Le CD contient plusieurs bonus. La chanson Can’t shake it loose est une reprise d’une ancienne composition de Clinton jouée par d’autres (Pat Lewis) : elle a déjà été interprétée par Diana Roos and the Supremes sur l’album Love child. Il s’agit d’une chanson au nom des Funkedelics demeurée inédite jusqu’en 1992. George Clinton donne ainsi l’impression d’avoir piqué aux Supremes sa propre composition. Suivent les versions singles de I’ll bet you et Music for my mother. On enchaîne avec un autre inédit des Funkedelics paru en 1992 : As good as I can feel, titre donc de 69 en réalité. Bons témoins de l’évolution rapide du groupe que ces deux titres des Funkedelics, l’un très soul tourné vers les Parliaments sixties, l’autre d’une grande finesse, un instrumental, mais soigné et classieux dans sa richesse élégante, avec surtout un son clair, pas de stupre sonore. Le 45 tours I’ll bet you a eu deux faces B possibles : ou bien le blues Qualify and satisfy de l’album, ou bien le titre Open our eyes ici livré juste avant la version 45 tours de Qualify and satisfy. Open our eyes, un titre de crooner, avec la guitare au loin qui semble dire que Funkadelic est bien là à piaffer en coulisses dans la magique ambiance du recueillement soul-gospel. Les gens qui se tiennent bien s’y retrouvent. Qui va donner l’alerte, avec les signes inquiétants à la fin du morceau ? Une version instrumentale en 45 de Music for my mother est donnée en dernier bonus. Le titre revient donc trois fois sur le CD. C’est toujours l’inconvénient des versions alternatives en bonus sur un CD, mais il fallait bien sauver tous ces chefs-d’œuvre.
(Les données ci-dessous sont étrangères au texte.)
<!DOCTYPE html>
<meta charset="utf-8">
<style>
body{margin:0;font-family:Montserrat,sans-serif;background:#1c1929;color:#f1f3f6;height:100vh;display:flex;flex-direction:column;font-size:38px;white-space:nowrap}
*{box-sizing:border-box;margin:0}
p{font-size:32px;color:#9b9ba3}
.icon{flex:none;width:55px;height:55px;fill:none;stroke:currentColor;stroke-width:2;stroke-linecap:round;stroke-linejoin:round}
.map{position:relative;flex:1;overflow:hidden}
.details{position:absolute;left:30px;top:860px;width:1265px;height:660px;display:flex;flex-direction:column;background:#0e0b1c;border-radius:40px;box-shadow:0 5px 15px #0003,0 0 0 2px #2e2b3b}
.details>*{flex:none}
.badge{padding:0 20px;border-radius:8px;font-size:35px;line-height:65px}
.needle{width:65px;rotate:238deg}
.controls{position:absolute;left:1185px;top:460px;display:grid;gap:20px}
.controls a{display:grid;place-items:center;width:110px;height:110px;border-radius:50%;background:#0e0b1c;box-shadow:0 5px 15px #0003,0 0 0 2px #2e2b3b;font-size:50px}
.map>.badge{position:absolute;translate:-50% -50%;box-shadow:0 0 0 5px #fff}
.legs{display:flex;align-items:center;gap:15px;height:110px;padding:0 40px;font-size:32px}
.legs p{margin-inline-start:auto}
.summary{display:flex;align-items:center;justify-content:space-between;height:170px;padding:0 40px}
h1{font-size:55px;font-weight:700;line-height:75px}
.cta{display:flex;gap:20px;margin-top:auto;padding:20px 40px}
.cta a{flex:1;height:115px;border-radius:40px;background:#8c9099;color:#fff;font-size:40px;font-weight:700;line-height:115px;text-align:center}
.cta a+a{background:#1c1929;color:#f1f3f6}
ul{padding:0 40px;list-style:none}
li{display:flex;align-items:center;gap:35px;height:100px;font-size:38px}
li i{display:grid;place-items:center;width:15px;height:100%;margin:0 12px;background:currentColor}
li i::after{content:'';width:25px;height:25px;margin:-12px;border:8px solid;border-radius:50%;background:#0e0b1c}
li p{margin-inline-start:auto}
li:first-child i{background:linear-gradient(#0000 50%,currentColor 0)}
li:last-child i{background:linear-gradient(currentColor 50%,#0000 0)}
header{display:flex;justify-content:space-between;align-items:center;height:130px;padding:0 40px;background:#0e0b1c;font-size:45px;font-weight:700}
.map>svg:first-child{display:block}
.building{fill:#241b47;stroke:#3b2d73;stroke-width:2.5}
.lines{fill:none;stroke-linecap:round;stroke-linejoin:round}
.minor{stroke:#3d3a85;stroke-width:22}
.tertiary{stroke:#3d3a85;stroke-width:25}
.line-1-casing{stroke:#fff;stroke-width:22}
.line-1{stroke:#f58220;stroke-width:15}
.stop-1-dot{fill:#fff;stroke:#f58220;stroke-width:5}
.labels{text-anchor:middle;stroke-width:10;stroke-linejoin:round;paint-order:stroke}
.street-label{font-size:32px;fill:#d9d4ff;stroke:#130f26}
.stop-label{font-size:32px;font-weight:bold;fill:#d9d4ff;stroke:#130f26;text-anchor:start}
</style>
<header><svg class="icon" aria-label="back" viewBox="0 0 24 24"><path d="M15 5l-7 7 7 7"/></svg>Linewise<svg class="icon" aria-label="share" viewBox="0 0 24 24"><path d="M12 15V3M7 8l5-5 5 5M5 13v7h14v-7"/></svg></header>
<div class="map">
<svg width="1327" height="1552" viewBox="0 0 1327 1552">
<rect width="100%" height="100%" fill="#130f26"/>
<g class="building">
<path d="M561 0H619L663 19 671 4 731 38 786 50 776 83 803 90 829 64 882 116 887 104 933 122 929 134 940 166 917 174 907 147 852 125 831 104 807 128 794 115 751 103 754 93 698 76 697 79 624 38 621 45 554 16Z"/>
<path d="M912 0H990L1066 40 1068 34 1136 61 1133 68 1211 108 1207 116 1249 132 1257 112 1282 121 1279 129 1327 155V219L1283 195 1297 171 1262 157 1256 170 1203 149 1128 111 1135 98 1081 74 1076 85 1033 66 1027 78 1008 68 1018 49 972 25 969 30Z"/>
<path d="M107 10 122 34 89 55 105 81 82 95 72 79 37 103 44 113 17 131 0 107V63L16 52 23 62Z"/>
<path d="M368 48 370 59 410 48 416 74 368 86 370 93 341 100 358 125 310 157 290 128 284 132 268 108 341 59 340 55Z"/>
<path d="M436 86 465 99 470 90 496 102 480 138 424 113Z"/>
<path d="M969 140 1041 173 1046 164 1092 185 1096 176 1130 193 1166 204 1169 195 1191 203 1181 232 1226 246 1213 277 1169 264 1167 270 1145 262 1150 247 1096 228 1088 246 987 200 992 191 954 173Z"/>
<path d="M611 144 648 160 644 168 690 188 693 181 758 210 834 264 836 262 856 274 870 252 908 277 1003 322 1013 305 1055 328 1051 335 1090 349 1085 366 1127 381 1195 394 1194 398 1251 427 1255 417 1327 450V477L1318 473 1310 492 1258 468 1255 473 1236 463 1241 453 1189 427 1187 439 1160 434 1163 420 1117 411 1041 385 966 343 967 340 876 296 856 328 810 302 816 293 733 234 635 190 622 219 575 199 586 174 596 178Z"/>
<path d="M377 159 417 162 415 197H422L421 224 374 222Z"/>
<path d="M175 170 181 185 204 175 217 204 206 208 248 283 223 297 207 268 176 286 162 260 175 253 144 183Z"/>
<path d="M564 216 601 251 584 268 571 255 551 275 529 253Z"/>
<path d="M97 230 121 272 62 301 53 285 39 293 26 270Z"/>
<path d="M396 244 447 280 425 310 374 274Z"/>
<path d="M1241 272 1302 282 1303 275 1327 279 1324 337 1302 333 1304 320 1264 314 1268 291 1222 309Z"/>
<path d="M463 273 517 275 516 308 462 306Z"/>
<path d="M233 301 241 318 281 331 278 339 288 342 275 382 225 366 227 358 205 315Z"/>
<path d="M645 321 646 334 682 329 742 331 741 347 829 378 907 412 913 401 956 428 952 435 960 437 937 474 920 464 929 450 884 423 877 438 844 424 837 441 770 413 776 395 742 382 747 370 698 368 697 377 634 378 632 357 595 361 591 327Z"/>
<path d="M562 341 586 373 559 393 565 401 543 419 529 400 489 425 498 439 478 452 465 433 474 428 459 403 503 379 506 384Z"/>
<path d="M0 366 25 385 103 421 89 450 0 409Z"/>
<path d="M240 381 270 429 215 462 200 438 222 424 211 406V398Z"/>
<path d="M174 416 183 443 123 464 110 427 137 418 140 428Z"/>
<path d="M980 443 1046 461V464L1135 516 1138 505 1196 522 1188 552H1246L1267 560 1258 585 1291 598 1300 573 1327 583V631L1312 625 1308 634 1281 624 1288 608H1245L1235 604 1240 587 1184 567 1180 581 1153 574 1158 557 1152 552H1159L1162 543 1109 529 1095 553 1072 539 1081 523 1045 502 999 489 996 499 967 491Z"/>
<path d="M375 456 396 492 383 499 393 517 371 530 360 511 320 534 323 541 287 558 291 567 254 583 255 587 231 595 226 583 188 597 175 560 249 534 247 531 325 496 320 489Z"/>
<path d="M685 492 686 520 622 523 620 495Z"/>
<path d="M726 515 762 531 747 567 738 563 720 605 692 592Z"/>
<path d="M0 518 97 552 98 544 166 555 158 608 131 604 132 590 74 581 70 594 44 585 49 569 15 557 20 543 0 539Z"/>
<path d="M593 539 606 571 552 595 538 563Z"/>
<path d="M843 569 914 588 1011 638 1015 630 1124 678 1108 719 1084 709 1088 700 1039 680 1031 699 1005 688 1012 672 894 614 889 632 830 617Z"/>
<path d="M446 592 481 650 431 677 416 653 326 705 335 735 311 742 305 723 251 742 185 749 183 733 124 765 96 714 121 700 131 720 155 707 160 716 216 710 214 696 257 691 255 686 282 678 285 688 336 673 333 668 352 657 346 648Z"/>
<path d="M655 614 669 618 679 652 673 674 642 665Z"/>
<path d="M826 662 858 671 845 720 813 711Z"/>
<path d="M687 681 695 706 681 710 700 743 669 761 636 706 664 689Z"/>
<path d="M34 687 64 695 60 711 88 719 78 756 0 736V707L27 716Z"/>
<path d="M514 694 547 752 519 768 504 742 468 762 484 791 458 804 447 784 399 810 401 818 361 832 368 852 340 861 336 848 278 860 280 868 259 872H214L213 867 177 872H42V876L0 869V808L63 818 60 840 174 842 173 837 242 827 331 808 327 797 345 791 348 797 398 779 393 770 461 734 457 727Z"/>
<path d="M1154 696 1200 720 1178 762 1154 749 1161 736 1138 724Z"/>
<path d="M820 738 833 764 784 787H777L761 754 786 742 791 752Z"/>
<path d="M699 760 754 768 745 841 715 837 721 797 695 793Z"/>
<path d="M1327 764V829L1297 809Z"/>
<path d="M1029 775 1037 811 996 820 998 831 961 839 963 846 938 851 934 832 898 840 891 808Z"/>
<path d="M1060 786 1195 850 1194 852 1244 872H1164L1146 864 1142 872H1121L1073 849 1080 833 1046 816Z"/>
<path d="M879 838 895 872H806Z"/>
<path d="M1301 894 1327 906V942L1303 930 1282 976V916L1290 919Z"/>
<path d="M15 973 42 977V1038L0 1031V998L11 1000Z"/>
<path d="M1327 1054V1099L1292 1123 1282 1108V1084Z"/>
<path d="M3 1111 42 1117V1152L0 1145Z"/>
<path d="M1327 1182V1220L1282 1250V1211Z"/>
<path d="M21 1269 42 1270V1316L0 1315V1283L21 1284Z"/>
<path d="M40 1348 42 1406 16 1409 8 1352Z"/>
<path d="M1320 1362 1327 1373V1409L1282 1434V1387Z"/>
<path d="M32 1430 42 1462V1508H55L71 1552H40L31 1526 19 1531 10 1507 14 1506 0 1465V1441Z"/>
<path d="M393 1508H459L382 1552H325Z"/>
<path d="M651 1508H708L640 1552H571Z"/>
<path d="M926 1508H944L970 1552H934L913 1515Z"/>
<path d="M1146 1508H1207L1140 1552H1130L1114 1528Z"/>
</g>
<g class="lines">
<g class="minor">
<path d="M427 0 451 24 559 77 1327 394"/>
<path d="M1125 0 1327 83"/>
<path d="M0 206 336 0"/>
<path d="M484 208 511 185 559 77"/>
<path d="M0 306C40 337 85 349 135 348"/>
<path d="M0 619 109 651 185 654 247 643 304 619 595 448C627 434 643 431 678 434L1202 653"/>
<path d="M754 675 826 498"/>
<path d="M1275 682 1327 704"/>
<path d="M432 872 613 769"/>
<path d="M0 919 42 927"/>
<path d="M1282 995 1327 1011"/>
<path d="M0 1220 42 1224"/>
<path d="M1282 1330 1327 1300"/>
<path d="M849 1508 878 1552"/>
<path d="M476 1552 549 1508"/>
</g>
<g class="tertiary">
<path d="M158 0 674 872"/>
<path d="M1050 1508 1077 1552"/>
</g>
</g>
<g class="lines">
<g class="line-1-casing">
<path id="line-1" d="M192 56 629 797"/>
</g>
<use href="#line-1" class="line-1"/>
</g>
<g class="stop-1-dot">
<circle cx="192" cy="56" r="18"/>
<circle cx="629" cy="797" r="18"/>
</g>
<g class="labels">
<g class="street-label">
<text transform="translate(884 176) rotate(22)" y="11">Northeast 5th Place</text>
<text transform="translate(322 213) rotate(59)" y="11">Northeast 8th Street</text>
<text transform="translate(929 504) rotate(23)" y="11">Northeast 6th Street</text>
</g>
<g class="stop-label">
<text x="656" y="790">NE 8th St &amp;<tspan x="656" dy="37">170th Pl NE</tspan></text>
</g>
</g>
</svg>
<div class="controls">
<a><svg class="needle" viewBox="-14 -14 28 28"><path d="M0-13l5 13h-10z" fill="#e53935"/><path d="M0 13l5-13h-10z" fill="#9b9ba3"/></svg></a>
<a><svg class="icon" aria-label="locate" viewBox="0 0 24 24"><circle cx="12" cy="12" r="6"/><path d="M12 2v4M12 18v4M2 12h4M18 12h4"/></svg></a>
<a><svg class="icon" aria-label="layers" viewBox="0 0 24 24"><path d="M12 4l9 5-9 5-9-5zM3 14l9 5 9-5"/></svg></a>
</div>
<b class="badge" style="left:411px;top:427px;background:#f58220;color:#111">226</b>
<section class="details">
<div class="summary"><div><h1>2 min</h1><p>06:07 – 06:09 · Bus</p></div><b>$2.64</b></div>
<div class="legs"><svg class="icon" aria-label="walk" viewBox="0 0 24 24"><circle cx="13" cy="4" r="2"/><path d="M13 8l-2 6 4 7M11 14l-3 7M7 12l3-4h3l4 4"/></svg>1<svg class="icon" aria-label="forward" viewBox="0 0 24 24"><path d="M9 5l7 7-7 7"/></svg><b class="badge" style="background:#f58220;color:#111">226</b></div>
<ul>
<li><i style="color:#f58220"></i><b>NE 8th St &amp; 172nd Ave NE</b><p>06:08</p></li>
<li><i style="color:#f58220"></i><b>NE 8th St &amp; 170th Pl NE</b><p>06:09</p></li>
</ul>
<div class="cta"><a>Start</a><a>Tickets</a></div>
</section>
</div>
37. Betty Davis :They say I’m different:

Bien qu’ils ne soient guère connus du grand public, les albums de Betty Davis ont été réédités deux fois en CD, une fois en boîtiers classiques, une fois en digipacks. Le second album est également excellent. Ce sera comme cela jusqu’au quatrième pourtant demeuré inédit à l’époque. Du premier album au second album, pratiquement tous les musiciens ont changé autour de Betty Davis. Même le bassiste Larry Graham n’est plus là. Après avoir écouté le premier album de son ex-épouse, Miles Davis l’a contacté pour lui conseiller de produire son album elle-même, tant son oreille est sûre. Les sessions auront le même profil que celles du premier album, mais Betty a en plus un travail de production. C’est au moment de la sortie de ce second album que Betty Davis monte enfin sur la scène. Elle avait attendu pour ne pas se retrouver piégée par la dynamique du music business. Aucune vidéo ne nous est parvenue de ces prestations, dont il ne reste que des photos et la légende sulfureuse.
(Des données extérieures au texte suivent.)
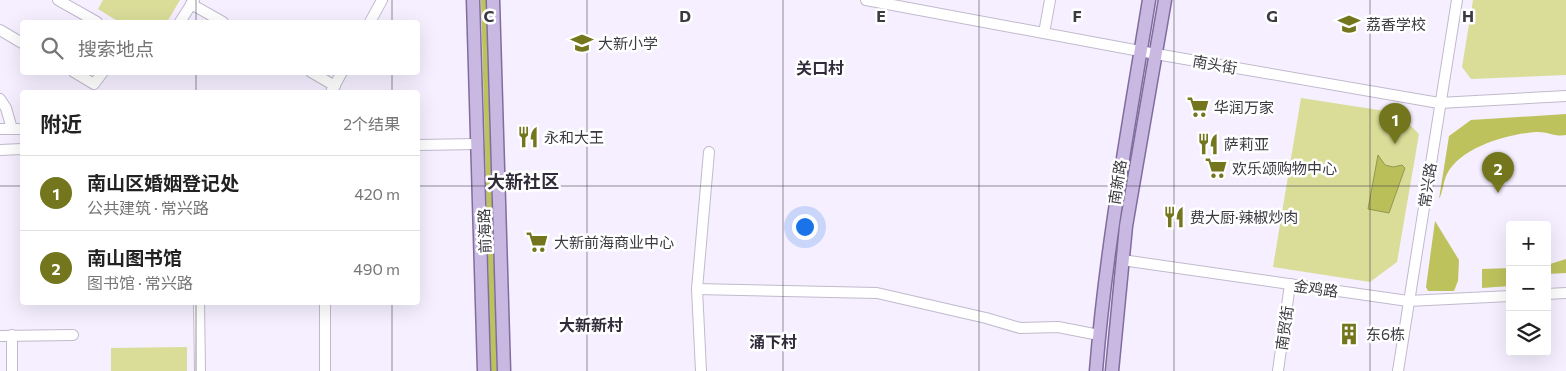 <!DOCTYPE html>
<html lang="zh">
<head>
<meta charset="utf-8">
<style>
	:root { --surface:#fff; --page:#f2f2f2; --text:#222; --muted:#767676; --line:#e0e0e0; --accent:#73761d }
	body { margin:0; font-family:Commissioner,"Noto Sans SC",sans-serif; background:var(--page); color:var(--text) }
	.controls { position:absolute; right:15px; bottom:15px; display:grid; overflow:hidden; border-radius:5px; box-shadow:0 5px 20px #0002 }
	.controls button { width:45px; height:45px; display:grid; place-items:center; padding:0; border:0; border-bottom:1px solid var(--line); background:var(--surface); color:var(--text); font:25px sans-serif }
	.you { position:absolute; left:804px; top:226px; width:18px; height:18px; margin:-12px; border:4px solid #fff; border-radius:50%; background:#1a73e8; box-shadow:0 0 0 8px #1a73e833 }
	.badge { display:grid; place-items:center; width:32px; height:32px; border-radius:50%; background:var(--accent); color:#fff; font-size:16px; font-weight:700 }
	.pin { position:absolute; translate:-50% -41px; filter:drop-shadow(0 1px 2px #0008) }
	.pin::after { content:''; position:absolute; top:26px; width:18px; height:15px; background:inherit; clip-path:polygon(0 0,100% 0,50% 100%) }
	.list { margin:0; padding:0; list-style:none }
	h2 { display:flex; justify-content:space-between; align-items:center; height:65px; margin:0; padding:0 20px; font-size:21px }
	h2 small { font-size:16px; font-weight:400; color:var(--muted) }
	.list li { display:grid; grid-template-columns:32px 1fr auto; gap:15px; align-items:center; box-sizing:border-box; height:75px; padding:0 20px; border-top:1px solid var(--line) }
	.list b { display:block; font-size:19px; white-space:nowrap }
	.list p { margin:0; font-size:16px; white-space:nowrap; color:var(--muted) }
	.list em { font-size:16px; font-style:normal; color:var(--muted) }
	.icon { flex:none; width:28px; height:28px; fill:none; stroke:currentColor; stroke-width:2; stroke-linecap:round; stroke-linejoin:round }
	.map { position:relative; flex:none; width:1566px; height:371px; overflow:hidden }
	.search { position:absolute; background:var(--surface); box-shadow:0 5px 20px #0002; left:20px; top:20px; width:400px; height:55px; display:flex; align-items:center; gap:12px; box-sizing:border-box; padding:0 18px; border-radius:5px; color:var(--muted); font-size:19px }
	.panel { position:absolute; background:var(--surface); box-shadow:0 5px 20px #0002; left:20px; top:90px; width:400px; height:215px; border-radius:5px }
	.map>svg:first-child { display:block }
	.green { fill:#d9dd98 }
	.forest { fill:#bec25d }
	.water { fill:#babf59; stroke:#949752 }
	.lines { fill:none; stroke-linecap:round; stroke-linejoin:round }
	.minor-casing { stroke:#c1bacd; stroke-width:12 }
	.major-casing { stroke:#806d9d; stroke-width:15 }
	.minor { stroke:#fff; stroke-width:10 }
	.major { stroke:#c9b8e2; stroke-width:12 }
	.grid { fill:none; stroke:#3c3a41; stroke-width:1; stroke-opacity:0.55 }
	.labels { text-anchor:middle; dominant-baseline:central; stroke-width:5; stroke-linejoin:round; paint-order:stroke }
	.poi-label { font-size:15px; fill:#3c3a41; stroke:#fff; text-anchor:start }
	.street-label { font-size:15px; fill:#3c3a41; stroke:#fff }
	.neighbourhood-label { font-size:16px; font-weight:bold; fill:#312b3a; stroke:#fff }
	.quarter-label { font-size:18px; font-weight:bold; fill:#312b3a; stroke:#fff }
	.grid-label { font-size:16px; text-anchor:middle; font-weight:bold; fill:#3c3a41; stroke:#fff; stroke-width:5; stroke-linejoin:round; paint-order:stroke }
</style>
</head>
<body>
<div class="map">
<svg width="1566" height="371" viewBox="0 0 1566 371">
	<rect width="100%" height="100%" fill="#f5efff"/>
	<g class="green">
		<polygon points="103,0 180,0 167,22 119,22 98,9"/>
		<polygon points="1473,0 1566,0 1566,75 1471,79 1462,67"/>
		<polygon points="1301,98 1398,113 1419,134 1397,262 1370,282 1273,267"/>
		<polygon points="187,347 187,371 111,371 111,348"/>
	</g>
	<g class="forest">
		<polygon points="481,0 486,0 497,371 491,371"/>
		<path d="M1566,114V135C1555,137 1546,131 1536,132C1508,134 1461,147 1447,174C1443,182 1443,192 1439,199L1449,136L1471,120Z"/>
		<polygon points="1435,221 1459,260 1458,281 1454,291 1428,291 1426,287"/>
		<polygon points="1566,259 1566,273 1547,274 1547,265"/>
		<polygon points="1510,268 1510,286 1482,288 1482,269"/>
	</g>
	<polygon class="water" points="1378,155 1385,165 1393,167 1402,165 1405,168 1389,213 1368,209"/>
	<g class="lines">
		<g class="minor-casing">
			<g id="minor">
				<polyline points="58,0 97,22"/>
				<polyline points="866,0 1156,54 1439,103 1566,96"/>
				<polyline points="191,4 223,22"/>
				<polyline points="180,22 194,0"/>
				<polyline points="370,22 382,0"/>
				<polyline points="0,30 22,43"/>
				<polyline points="1044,33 1050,0"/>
				<polyline points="74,72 94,84 103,72"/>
				<polyline points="311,72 335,86"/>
				<polyline points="331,92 342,72"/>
				<polyline points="0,99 6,108 12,129"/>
				<polyline points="0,129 22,129"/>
				<polyline points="418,145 477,144"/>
				<polyline points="0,150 22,149"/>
				<polyline points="1122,260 1408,301 1510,296"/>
				<polyline points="697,289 877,293 986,318 1020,328 1058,327 1099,335"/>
				<polyline points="1547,294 1566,293"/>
				<polyline points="199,302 200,371"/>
				<polyline points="325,302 325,371"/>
				<polyline points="12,335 12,371"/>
				<polyline points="0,336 73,335"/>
				<polyline points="701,371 697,289 709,152"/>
				<polyline points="1278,371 1290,284"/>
				<polyline points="1398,371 1457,0"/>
			</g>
		</g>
		<g class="major-casing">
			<g id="major">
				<polyline points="473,0 484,371"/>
				<polyline points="493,0 504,371"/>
				<path d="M1096,371C1106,246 1129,124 1149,0"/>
				<polyline points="1112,371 1126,226 1165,0"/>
			</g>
		</g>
		<use href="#minor" class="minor"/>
		<use href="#major" class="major"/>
	</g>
	<path class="grid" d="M196,0V22M392,0V22M587,0V371M783,0V371M979,0V371M1174,0V371M1370,0V371M196,72V92M392,72V92M0,186H22M418,186H1566M196,302V371M392,302V371"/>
	<defs>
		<g id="school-bare" transform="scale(1.725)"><path d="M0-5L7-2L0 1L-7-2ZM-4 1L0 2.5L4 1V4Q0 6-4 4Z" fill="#73761d" stroke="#fff" stroke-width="2.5" paint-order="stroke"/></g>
		<g id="supermarket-bare" transform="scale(1.725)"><path d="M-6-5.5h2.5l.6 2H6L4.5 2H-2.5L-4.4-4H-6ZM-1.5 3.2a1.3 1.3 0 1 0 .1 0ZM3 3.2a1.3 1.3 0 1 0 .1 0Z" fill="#73761d" stroke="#fff" stroke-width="2.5" paint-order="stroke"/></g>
		<g id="restaurant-bare" transform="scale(1.725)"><path d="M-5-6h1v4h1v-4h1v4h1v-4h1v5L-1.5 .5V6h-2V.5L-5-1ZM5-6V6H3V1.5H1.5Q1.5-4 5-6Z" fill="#73761d" stroke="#fff" stroke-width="2.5" paint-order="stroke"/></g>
		<g id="building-bare" transform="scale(1.725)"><path d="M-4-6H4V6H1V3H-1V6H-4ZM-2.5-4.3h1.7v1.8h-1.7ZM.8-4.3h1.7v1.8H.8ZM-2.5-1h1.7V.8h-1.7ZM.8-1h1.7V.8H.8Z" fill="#73761d" stroke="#fff" stroke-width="2.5" paint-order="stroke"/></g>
	</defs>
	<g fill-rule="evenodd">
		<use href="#school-bare" x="1349" y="24"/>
		<use href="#school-bare" x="582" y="43"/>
		<use href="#supermarket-bare" x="1198" y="107"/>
		<use href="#restaurant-bare" x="528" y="137"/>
		<use href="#restaurant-bare" x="1208" y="144"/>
		<use href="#supermarket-bare" x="1216" y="168"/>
		<use href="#restaurant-bare" x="1174" y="217"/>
		<use href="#supermarket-bare" x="537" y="242"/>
		<use href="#building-bare" x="1349" y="334"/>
	</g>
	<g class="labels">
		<g class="poi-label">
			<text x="1366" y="24">荔香学校</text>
			<text x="598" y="43">大新小学</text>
			<text x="1214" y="107">华润万家</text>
			<text x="544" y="137">永和大王</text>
			<text x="1224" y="144">萨莉亚</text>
			<text x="1232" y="168">欢乐颂购物中心</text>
			<text x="1190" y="217">费大厨·辣椒炒肉</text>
			<text x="554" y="242">大新前海商业中心</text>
			<text x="1366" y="334">东6栋</text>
		</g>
		<g class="street-label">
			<text transform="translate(1215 64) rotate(10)">南头街</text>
			<text transform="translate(1117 182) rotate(-81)">南新路</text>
			<text transform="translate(1427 185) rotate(-81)">常兴路</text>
			<text transform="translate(484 231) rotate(-92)">前海路</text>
			<text transform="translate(1316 288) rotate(8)">金鸡路</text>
			<text transform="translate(1284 328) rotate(-82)">南贸街</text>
		</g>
		<g class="neighbourhood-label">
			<text x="820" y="67">关口村</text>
			<text x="591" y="324">大新新村</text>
			<text x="773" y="341">涌下村</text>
		</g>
		<g class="quarter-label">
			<text x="523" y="181">大新社区</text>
		</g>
	</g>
	<g class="grid-label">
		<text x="489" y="22">C</text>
		<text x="685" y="22">D</text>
		<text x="881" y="22">E</text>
		<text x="1077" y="22">F</text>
		<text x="1272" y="22">G</text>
		<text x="1468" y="22">H</text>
	</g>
</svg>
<div class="controls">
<button>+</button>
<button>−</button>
<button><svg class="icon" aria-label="layers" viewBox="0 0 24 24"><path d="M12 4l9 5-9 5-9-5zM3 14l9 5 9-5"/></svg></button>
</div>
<div class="you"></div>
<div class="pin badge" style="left:1395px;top:144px">1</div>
<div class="pin badge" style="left:1498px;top:193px">2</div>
<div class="search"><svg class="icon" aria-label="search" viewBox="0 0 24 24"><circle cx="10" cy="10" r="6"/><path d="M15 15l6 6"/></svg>搜索地点</div>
<section class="panel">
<h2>附近<small>2个结果</small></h2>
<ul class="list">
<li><span class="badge">1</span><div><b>南山区婚姻登记处</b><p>公共建筑 · 常兴路</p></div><em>420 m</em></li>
<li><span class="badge">2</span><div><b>南山图书馆</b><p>图书馆 · 常兴路</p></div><em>490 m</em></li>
</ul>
</section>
</div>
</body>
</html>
Ce deuxième album est peut-être le plus modéré, le plus introverti. La musique funk balance. Certaines sonorités particulières se dégagent parfois. Les choses sont très posées. Le blues hypnotique de la chanson qui donne son nom à l’album est fascinant, les racines blues se font nettement sentir dans They say I’m different. Quel rhythm’n’blues avec plusieurs recettes dans les chœurs et les jeux de guitare, parfois aevec de la distorsion. Plusieurs motifs discrets se situent pourtant à un niveau magistral (piano, guitare, etc.). Un hommage est rendu à Chuck Berry dont le nom est feulé à un moment donné, annonce d’un prochain spécial hommage rock sur le prochain album. Le titre They say I’m different se termine en fade out, comme incomplet. On enchaîne avec le titre 70’s blues dont la première phrase vaut repère « I wake up this morning », mais les repères sonores et rythmiques du blues sont effectivement déplacées dans un bain sonore funk seventies à base de claviers. Le chant et la musique échangent dans l’enjouement quand roule le mot « blues ». Nous sommes dans le monde de la danse et du solo improvisé de guitare désinvolte, prenant ses aises, étirant quelques notes. Le sautillement deviendrait presque reggae, n’était son dynamisme. On enchaîne avec Special people avec des lignes jazz de piano, une atmosphère de contrebasse au fond du bar, un chant qui s’envole en clarté lyrique sur certaines fins de phrase. L’orchestration est très riche et classieuse, mais avec cette base blues-funk irrépressible. Avec son potentiel vocal limité, Betty Davis se débrouille habilement pour voyager sur certains registres que j’ai un peu de mal ici à présenter par les mots justes. Le morceau s’évanouit aussi avec ce côté non fini du morceau qui devient du coup aussi la note de non finition pour la sortie de l’artiste en fin d’album. Le morceau ne s’est pas vraiment arrêté, nous sommes passés dans la pièce à côté.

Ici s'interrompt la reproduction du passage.